*Exercise instructions*: The lines to find are those in the entries that hold the word "setLineDash"; copy every one of them.

::::

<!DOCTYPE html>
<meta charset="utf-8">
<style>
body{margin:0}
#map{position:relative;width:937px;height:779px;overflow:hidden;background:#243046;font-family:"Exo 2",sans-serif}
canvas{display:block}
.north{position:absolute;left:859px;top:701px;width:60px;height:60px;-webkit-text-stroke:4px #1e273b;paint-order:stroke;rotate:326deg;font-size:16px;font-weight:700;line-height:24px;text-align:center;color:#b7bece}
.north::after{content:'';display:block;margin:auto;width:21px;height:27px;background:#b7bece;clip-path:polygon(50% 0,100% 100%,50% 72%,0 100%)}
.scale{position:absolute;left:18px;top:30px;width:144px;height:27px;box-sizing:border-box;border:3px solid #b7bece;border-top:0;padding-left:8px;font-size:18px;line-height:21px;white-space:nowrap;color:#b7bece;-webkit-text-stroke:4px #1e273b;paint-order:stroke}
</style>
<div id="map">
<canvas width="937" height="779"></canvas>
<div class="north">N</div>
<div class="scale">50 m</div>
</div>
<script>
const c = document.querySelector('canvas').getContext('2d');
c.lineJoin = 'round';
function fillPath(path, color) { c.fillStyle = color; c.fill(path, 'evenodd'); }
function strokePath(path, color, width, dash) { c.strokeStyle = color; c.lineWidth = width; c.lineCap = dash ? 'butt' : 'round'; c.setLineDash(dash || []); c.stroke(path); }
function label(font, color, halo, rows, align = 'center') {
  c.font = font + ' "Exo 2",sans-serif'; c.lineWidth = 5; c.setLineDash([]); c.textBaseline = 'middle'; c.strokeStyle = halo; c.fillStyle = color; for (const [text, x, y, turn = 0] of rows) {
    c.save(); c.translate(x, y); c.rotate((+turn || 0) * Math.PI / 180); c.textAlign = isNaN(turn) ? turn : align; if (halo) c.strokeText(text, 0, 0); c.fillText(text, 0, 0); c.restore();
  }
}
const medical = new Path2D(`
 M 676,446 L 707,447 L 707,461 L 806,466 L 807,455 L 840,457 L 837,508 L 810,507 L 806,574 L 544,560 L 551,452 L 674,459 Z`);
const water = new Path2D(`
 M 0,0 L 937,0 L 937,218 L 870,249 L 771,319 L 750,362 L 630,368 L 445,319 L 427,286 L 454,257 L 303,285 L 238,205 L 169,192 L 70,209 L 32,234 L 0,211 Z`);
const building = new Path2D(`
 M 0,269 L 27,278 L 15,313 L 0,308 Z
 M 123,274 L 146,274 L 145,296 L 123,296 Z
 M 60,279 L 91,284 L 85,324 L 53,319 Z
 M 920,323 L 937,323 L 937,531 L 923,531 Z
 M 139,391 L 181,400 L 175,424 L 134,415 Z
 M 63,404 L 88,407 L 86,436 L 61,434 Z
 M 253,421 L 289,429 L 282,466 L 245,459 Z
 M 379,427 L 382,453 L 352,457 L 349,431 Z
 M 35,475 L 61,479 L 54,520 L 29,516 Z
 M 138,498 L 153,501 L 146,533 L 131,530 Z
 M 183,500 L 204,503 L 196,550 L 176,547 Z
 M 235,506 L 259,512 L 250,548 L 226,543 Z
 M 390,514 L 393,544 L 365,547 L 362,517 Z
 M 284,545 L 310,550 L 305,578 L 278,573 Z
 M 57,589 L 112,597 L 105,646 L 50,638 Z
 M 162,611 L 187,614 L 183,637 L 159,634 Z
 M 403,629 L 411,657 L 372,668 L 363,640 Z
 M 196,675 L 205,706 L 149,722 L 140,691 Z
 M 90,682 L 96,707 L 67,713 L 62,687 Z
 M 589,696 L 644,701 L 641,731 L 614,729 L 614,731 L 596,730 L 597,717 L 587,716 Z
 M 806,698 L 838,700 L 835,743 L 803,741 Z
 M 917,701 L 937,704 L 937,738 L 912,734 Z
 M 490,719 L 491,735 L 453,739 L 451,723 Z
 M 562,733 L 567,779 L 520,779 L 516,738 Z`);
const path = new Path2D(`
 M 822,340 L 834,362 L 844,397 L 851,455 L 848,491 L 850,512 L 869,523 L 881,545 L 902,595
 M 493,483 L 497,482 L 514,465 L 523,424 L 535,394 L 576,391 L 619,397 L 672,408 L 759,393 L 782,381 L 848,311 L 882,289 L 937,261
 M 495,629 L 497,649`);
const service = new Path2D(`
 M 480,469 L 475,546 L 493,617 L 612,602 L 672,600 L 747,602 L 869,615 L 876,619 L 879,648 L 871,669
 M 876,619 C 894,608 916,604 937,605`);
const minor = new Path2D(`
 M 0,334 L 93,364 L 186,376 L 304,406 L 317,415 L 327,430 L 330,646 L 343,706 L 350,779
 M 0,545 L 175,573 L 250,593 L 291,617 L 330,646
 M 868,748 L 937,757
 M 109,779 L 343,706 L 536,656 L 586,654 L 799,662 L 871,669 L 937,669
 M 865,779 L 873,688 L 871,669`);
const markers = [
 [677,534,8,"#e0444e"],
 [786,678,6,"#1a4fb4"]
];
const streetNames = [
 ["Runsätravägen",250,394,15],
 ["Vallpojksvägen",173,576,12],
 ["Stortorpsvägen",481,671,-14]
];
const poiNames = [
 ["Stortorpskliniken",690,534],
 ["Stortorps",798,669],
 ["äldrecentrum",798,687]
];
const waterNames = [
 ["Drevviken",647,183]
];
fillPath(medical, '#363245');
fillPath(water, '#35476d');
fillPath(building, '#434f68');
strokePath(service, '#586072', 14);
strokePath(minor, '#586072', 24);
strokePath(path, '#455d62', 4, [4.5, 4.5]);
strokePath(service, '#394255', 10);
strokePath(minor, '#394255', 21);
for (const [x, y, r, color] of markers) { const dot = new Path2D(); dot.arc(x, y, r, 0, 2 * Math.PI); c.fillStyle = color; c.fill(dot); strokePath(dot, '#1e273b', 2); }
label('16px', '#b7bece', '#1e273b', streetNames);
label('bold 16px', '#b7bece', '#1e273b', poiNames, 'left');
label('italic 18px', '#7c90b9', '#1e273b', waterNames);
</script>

::::

*Answer to the problem*:
function strokePath(path, color, width, dash) { c.strokeStyle = color; c.lineWidth = width; c.lineCap = dash ? 'butt' : 'round'; c.setLineDash(dash || []); c.stroke(path); }
  c.font = font + ' "Exo 2",sans-serif'; c.lineWidth = 5; c.setLineDash([]); c.textBaseline = 'middle'; c.strokeStyle = halo; c.fillStyle = color; for (const [text, x, y, turn = 0] of rows) {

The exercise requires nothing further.